The Victorian Planning Authority received a formal rezoning request in late June that, if approved, would allow buildings of up to eight storeys along a two-kilometre stretch of Cranbourne Road in Frankston North — a move that would fundamentally alter one of Melbourne's last significantly affordable suburban corridors. The request, lodged by a consortium that includes Dahua Group Australia and two locally based developers, covers 47 hectares running roughly from Centenary Park down to the intersection with Robinsons Road.
The timing matters. Melbourne's overall housing supply debate has intensified since the state government's Housing Statement of 2023 set a target of 800,000 new homes by 2051, and progress in Melbourne's outer south-east has been slow. Frankston North currently sits under a General Residential Zone 1 designation, which effectively caps most dwellings at two storeys without a permit. The proposed reclassification to a Mixed Use Zone and, in some parcels, a Commercial 1 Zone, would remove that ceiling and allow developers to move quickly once permits are issued.
What the Proposal Actually Changes on the Ground
The corridor in question is unglamorous but strategically placed. Cranbourne Road runs parallel to Frankston railway station — about 1.4 kilometres at its closest point — and sits within the catchment of three primary schools and Frankston High School, the latter consistently ranked among the top state schools in Victoria. Real estate agents working the area say the prospect of rezoning has already filtered into vendor expectations; one agency, Buxton Frankston, reported a 12 per cent uptick in enquiries from land-banking investors in the June quarter compared with the same period in 2025.
Frankston North has historically been a suburb investors overlooked. The median house price sits at approximately $618,000, well below Victoria's overall median of around $920,000. That gap is precisely what has developers interested. Under an eight-storey envelope, a 600-square-metre residential block on Cranbourne Road could theoretically yield 24 to 30 apartments, transforming the economics of individual sites. The Frankston City Council has not formally endorsed the VPA proposal, and its planning department has flagged concerns about car parking ratios and the capacity of the Seaford-Frankston trunk sewer main, which already operates near capacity during peak periods.
The council is expected to submit its formal referral response to the VPA by September 12, giving it roughly ten weeks to canvass community feedback. The Frankston North Community Association has already scheduled a public information session at the Pines Flora and Fauna Reserve community hall on July 19, where residents can view the proposal maps and submit written objections before the council deadline.

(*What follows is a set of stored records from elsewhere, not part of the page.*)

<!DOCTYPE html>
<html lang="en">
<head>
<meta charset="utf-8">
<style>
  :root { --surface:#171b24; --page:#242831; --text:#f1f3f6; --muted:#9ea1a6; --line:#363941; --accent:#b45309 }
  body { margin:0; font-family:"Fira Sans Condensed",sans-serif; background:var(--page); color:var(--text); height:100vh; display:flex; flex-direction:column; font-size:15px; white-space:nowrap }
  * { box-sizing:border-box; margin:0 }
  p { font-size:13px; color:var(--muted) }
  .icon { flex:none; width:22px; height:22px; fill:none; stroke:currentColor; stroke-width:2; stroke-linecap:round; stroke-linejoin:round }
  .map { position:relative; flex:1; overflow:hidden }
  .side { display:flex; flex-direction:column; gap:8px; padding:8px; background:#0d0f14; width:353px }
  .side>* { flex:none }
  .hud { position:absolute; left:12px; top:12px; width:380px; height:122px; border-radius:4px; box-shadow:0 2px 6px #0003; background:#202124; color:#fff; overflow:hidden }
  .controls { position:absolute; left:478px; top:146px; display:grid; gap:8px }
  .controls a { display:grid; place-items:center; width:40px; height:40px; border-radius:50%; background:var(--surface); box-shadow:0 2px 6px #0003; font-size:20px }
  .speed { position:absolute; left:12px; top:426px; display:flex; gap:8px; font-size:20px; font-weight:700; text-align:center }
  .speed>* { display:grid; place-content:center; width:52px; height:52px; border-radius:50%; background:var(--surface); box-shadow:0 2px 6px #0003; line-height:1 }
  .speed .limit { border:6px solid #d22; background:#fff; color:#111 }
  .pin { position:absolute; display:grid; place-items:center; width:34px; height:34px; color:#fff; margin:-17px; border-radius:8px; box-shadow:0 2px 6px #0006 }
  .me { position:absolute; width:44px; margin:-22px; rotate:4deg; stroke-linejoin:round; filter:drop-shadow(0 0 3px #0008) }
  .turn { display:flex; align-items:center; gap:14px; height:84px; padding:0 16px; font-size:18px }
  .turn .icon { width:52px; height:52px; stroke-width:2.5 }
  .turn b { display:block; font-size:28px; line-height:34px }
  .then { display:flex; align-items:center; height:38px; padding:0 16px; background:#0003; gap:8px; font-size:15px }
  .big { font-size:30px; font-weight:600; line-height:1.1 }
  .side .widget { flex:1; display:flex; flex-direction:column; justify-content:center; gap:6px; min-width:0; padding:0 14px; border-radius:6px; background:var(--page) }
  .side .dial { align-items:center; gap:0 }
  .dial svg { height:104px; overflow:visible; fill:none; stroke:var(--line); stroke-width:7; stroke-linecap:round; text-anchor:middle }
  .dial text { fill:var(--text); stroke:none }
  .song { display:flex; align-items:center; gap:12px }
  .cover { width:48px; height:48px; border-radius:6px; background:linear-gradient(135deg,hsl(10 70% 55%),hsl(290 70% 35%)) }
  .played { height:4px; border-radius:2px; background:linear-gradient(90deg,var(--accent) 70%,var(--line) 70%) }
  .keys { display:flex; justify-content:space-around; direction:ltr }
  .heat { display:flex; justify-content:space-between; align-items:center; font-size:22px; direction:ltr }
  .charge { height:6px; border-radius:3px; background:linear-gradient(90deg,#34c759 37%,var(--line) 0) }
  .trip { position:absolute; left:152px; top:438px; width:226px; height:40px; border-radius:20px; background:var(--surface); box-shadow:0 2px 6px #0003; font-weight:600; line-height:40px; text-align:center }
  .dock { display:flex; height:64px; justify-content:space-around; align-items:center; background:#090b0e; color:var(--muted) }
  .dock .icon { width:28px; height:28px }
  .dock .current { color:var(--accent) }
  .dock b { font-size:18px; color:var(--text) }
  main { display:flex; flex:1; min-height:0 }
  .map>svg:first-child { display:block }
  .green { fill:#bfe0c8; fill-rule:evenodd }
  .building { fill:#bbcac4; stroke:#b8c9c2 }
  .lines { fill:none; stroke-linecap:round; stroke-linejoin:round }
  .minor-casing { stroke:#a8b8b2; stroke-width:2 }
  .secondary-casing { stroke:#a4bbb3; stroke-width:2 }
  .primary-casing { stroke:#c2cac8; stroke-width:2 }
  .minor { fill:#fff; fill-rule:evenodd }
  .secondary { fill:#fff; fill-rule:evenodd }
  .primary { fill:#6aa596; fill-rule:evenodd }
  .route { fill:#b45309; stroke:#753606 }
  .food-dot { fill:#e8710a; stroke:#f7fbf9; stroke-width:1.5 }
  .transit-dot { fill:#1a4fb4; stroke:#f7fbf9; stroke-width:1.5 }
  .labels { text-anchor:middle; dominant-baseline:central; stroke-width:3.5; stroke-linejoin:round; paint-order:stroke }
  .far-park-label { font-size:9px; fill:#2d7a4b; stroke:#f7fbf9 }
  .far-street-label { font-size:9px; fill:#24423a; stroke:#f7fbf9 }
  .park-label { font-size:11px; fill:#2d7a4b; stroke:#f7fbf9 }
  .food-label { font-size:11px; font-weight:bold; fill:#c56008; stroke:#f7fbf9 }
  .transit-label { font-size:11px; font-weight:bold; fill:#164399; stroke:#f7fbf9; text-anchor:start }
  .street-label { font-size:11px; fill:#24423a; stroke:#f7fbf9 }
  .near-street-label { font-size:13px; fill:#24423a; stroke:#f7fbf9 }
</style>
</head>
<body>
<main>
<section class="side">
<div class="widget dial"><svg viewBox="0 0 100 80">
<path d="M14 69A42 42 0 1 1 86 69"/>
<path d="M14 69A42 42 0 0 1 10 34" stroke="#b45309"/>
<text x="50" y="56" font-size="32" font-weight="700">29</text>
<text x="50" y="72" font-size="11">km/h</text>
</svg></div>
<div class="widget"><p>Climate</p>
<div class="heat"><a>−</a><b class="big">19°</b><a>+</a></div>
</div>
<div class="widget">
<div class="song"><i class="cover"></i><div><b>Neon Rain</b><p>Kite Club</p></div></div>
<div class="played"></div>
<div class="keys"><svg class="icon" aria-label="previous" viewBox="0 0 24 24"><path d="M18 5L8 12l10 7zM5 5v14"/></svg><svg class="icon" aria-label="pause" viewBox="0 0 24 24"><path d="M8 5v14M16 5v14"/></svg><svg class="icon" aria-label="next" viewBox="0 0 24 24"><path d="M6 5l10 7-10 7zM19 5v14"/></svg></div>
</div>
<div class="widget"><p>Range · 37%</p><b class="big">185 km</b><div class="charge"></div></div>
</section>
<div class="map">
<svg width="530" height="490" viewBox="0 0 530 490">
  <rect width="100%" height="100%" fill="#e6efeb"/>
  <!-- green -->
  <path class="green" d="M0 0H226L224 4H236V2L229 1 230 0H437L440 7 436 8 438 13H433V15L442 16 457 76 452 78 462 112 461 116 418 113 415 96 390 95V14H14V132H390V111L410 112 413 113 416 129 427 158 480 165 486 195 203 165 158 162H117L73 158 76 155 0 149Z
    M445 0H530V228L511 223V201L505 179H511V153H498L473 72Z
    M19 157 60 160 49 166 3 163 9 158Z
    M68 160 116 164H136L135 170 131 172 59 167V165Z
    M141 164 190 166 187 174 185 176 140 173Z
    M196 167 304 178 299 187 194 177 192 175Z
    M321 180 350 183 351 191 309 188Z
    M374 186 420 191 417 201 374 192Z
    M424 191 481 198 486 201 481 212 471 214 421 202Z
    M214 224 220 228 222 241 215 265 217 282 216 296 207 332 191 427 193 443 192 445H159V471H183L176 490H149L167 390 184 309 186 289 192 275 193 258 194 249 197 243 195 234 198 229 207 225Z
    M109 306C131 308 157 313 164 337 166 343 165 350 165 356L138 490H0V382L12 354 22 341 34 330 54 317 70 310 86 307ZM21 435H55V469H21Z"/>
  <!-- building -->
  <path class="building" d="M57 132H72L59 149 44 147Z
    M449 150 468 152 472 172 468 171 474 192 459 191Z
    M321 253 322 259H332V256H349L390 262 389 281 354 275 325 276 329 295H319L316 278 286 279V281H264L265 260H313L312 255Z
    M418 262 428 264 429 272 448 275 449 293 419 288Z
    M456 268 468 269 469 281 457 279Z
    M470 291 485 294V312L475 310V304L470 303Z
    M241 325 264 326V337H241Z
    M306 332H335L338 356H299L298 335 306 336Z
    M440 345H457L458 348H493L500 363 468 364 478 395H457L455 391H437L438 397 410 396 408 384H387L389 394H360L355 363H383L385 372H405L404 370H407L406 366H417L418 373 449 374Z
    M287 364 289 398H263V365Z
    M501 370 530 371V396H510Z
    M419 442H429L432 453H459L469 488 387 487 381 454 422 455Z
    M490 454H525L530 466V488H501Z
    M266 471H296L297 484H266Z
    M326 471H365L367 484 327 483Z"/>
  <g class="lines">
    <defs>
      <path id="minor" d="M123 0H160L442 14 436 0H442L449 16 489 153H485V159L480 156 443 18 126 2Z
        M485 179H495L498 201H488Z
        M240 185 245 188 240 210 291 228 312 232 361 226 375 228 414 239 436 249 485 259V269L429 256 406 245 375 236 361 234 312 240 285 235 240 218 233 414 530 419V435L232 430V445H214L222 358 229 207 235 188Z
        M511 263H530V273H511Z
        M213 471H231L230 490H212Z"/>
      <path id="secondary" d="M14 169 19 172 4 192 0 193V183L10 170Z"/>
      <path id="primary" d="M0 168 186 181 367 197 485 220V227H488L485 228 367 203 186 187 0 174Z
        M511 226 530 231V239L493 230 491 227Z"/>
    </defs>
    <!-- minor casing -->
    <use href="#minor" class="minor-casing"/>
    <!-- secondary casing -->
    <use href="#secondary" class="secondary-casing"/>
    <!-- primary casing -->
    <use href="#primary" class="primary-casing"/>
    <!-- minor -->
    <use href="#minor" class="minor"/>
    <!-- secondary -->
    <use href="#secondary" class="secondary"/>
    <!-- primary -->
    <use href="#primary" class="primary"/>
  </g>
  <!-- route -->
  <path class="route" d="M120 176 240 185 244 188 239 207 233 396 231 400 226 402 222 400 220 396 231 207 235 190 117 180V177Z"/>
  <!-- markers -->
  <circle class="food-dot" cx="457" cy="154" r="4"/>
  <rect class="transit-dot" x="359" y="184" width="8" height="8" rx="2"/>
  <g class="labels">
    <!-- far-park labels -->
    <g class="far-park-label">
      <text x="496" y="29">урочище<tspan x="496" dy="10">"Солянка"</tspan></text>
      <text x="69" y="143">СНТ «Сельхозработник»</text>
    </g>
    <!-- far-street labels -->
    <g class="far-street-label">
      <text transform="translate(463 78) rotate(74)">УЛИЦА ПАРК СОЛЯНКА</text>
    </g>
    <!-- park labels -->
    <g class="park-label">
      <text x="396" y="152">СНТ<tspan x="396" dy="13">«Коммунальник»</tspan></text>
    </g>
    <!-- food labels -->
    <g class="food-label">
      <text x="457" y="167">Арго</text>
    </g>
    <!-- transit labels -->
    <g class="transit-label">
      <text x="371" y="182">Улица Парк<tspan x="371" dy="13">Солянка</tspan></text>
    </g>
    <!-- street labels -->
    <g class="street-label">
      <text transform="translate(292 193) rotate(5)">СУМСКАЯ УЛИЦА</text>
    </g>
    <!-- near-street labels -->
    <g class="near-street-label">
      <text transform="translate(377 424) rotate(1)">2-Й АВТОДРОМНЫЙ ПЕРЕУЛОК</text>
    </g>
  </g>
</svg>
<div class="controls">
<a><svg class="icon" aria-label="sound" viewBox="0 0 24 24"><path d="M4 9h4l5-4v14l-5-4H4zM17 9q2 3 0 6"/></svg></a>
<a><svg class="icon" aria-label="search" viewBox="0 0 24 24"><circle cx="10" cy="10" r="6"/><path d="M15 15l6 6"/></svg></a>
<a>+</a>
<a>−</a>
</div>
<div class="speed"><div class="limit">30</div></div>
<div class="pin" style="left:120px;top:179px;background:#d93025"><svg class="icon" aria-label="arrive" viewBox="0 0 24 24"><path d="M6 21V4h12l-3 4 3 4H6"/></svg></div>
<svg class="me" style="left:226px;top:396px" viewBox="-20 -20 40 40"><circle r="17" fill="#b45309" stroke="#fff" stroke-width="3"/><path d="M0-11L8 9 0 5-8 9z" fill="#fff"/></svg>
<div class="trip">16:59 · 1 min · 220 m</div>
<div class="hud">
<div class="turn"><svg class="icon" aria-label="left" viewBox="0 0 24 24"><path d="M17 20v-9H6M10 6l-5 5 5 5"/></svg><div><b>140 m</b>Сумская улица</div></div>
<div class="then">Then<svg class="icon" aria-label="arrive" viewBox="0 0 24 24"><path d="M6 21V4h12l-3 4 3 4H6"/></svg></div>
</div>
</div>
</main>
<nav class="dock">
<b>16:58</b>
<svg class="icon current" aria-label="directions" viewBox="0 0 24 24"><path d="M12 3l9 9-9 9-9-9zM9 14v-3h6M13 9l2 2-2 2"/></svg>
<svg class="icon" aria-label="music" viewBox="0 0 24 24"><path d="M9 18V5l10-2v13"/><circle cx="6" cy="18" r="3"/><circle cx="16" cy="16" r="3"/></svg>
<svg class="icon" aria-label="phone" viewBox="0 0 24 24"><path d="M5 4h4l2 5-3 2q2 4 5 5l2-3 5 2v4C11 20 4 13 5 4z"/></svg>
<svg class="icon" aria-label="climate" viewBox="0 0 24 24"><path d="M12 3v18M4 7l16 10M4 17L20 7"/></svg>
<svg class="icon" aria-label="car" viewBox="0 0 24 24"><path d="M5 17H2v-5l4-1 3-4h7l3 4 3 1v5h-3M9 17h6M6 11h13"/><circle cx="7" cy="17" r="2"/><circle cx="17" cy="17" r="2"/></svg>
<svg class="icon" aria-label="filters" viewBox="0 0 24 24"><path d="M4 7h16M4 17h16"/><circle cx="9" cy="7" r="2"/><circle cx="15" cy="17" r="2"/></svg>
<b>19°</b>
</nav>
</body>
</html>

Who Stands to Win — and Who Might Not
For buyers currently priced out of Bayside suburbs like Mentone and Mordialloc — where median house prices cleared $1.4 million and $1.25 million respectively in the first half of 2026 — Frankston North rezoning represents a potential entry point into new-build product closer to Port Phillip Bay. Developers pitch this as a solution to the supply crunch. Critics, including the Mornington Peninsula-based advocacy group Planning Backlash Victoria, argue that infrastructure must precede density, not trail it by years.
The VPA is expected to complete its preliminary assessment by November. If it advances to a Planning Scheme Amendment, that triggers a mandatory public exhibition period of at least 28 days, during which objections can be lodged with an independent planning panel. The whole process, from VPA sign-off to minister's approval, typically runs 18 to 24 months — meaning the earliest any shovel could legally break ground under new zoning rules is late 2028.
For anyone already owning land along the Cranbourne Road corridor, the practical advice from property lawyers familiar with VPA processes is straightforward: do nothing drastic until the amendment is formally exhibited. Owners who sell now, anticipating rezoning uplift, risk crystallising a capital gain before the zoning actually changes — and before any price appreciation flows through to comparable sales evidence.